*TASK GOAL*
Return only the lines from the one containing "Give me a JSON index of the picture" to the end of the entries below, exactly as written, both ends included.

*DATA SECTION*
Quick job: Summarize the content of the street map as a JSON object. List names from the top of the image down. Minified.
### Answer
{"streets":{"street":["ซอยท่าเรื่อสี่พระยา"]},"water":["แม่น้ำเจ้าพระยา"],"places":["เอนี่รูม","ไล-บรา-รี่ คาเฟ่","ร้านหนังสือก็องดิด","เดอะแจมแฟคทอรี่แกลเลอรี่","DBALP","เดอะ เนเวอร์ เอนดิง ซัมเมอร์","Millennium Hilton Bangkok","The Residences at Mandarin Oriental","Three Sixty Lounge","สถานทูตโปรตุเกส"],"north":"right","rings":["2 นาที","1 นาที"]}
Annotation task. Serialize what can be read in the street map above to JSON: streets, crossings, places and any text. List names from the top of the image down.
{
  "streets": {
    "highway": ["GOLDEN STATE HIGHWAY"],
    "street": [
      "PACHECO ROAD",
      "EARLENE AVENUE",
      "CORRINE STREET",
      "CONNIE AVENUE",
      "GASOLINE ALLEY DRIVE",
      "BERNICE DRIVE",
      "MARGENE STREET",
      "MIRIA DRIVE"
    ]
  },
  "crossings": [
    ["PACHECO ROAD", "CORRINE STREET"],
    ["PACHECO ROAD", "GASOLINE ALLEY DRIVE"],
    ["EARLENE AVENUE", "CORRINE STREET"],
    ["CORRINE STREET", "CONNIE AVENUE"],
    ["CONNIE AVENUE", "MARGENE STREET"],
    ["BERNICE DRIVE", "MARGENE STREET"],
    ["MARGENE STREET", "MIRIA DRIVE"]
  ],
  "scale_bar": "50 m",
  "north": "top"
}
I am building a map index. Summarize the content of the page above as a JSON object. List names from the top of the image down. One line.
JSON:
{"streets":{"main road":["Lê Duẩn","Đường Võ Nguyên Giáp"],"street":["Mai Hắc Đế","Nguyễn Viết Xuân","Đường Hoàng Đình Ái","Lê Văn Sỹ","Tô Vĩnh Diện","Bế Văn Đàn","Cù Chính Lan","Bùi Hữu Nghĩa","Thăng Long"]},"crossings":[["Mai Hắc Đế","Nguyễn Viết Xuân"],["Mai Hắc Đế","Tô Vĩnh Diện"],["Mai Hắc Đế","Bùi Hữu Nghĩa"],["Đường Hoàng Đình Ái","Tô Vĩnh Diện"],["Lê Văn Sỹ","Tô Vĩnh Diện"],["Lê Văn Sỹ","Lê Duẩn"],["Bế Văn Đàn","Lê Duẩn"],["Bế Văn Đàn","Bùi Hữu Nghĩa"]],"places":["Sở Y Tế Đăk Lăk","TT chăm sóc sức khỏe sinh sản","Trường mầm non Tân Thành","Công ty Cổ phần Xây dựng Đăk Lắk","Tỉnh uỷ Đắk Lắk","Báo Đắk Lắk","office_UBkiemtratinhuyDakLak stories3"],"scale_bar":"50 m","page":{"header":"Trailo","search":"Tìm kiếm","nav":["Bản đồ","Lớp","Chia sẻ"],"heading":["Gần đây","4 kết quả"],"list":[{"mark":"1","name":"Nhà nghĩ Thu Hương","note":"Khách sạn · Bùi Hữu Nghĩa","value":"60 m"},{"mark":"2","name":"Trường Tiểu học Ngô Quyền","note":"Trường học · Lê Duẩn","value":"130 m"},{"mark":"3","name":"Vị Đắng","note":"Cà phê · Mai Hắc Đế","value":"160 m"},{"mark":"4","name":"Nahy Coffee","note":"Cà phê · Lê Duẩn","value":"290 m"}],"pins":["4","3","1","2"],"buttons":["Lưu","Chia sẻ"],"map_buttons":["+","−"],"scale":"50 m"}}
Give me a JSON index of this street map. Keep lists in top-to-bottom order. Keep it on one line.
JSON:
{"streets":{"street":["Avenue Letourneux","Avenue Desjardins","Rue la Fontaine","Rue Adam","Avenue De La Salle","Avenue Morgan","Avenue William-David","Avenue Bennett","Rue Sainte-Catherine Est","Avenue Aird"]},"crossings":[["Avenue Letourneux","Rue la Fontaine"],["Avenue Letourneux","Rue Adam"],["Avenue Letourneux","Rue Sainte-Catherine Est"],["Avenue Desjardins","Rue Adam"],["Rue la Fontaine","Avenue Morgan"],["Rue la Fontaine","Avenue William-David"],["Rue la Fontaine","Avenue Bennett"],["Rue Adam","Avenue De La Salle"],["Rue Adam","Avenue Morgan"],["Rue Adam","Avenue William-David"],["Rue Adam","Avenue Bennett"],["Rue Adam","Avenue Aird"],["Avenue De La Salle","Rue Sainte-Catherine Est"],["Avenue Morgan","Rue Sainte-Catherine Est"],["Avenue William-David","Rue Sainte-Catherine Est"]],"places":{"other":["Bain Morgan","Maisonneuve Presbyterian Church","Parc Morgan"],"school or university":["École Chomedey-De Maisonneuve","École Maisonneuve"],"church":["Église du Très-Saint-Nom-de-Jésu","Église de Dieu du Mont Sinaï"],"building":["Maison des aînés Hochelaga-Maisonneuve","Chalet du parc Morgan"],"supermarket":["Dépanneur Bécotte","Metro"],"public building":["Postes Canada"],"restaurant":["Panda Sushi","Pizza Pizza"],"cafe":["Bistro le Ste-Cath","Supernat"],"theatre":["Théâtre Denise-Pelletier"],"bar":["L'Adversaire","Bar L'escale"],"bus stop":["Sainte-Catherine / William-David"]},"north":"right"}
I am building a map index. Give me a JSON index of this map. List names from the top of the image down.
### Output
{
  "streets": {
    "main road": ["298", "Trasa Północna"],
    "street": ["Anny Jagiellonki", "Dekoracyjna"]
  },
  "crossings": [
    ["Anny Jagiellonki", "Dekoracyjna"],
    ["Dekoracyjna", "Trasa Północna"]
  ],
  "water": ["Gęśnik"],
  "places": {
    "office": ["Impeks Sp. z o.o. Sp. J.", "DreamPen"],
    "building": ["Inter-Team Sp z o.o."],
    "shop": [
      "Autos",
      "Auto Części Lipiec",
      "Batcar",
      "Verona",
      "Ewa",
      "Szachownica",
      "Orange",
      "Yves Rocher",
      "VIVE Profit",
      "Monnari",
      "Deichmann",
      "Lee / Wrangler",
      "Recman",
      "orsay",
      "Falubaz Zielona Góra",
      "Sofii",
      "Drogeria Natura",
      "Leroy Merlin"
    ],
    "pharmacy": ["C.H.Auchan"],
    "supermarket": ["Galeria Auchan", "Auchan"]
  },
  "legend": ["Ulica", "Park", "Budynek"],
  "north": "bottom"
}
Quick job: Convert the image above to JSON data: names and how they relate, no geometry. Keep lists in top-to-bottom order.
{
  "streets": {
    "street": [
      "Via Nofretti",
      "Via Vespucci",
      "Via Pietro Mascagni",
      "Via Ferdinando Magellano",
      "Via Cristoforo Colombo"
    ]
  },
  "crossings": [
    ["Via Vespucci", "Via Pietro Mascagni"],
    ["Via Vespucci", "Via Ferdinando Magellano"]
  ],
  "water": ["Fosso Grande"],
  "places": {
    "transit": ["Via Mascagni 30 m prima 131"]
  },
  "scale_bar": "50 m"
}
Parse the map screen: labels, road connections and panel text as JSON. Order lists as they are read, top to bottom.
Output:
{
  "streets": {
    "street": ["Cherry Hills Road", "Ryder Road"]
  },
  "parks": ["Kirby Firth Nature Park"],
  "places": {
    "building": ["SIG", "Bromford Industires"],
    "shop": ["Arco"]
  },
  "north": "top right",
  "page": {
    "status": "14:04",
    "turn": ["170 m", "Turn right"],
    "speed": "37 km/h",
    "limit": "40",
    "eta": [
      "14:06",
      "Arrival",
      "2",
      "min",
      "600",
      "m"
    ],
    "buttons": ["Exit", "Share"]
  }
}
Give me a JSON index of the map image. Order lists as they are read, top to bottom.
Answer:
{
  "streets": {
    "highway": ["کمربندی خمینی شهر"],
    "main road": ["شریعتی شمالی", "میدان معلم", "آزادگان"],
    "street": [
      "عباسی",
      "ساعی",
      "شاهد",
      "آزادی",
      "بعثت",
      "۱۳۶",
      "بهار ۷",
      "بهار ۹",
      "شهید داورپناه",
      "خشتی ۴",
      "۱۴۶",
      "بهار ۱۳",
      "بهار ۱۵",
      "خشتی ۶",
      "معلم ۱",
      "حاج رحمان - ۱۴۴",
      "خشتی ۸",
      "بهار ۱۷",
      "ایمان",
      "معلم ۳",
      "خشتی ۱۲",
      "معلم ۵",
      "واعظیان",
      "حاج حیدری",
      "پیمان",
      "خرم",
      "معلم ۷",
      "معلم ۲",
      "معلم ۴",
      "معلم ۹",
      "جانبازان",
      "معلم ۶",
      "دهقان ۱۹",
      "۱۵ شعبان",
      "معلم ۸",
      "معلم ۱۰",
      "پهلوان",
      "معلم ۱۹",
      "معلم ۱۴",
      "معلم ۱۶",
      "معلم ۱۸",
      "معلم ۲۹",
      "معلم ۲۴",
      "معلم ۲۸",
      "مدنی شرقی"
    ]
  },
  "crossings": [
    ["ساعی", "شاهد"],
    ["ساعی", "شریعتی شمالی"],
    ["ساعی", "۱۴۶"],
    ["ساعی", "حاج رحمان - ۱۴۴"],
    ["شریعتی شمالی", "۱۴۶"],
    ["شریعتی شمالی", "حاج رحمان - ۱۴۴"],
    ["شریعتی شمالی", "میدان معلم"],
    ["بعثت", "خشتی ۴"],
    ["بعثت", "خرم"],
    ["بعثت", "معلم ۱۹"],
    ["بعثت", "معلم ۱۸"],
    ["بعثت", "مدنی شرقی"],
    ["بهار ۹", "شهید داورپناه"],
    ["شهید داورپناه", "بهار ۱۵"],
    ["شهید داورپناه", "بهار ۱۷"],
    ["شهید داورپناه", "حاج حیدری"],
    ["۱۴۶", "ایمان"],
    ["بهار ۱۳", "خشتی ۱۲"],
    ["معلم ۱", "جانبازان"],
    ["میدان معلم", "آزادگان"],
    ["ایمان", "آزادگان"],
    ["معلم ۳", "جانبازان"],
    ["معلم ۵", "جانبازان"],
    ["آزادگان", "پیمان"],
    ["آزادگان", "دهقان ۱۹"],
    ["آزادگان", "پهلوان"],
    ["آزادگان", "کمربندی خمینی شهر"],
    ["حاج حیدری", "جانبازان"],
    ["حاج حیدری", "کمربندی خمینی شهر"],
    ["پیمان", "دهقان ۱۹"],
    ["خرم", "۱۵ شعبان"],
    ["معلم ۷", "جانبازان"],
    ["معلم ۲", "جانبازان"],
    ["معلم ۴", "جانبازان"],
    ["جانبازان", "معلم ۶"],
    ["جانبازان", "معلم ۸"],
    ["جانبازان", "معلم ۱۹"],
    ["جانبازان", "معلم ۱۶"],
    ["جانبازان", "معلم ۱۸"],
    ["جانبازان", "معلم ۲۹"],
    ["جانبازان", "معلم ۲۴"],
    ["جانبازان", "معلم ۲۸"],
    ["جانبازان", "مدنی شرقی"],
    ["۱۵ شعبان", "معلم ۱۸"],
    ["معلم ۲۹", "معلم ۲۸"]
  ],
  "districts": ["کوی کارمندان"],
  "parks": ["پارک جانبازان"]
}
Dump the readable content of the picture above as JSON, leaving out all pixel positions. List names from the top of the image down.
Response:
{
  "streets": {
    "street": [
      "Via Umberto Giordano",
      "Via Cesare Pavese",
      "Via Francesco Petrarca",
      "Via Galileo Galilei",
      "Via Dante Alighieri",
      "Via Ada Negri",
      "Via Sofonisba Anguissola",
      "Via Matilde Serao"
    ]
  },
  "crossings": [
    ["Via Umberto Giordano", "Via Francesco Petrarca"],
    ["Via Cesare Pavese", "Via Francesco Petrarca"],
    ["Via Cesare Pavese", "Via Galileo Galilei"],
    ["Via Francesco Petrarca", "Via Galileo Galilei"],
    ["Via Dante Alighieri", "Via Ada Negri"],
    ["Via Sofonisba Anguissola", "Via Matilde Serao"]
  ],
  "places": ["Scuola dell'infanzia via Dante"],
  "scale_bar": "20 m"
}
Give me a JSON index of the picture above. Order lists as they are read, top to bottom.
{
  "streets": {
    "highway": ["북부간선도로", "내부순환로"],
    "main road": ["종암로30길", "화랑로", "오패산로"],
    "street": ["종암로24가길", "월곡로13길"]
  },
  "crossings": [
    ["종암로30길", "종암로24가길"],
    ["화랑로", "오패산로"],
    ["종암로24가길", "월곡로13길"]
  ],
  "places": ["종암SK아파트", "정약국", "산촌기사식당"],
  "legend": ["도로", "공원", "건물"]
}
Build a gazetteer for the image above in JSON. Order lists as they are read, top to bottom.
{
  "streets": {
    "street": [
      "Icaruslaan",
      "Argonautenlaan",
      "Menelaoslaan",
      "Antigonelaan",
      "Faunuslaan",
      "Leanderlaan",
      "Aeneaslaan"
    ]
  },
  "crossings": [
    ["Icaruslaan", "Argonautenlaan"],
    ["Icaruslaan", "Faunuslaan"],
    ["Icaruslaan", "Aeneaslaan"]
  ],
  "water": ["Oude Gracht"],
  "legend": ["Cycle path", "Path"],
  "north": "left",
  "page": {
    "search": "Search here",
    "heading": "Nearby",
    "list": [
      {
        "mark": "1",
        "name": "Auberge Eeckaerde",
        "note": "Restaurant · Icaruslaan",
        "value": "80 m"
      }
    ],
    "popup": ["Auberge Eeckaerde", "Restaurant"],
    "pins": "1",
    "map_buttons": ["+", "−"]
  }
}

*WRITTEN SOLUTION*
Give me a JSON index of the picture above. Order lists as they are read, top to bottom.
{
  "streets": {
    "highway": ["북부간선도로", "내부순환로"],
    "main road": ["종암로30길", "화랑로", "오패산로"],
    "street": ["종암로24가길", "월곡로13길"]
  },
  "crossings": [
    ["종암로30길", "종암로24가길"],
    ["화랑로", "오패산로"],
    ["종암로24가길", "월곡로13길"]
  ],
  "places": ["종암SK아파트", "정약국", "산촌기사식당"],
  "legend": ["도로", "공원", "건물"]
}
Build a gazetteer for the image above in JSON. Order lists as they are read, top to bottom.
{
  "streets": {
    "street": [
      "Icaruslaan",
      "Argonautenlaan",
      "Menelaoslaan",
      "Antigonelaan",
      "Faunuslaan",
      "Leanderlaan",
      "Aeneaslaan"
    ]
  },
  "crossings": [
    ["Icaruslaan", "Argonautenlaan"],
    ["Icaruslaan", "Faunuslaan"],
    ["Icaruslaan", "Aeneaslaan"]
  ],
  "water": ["Oude Gracht"],
  "legend": ["Cycle path", "Path"],
  "north": "left",
  "page": {
    "search": "Search here",
    "heading": "Nearby",
    "list": [
      {
        "mark": "1",
        "name": "Auberge Eeckaerde",
        "note": "Restaurant · Icaruslaan",
        "value": "80 m"
      }
    ],
    "popup": ["Auberge Eeckaerde", "Restaurant"],
    "pins": "1",
    "map_buttons": ["+", "−"]
  }
}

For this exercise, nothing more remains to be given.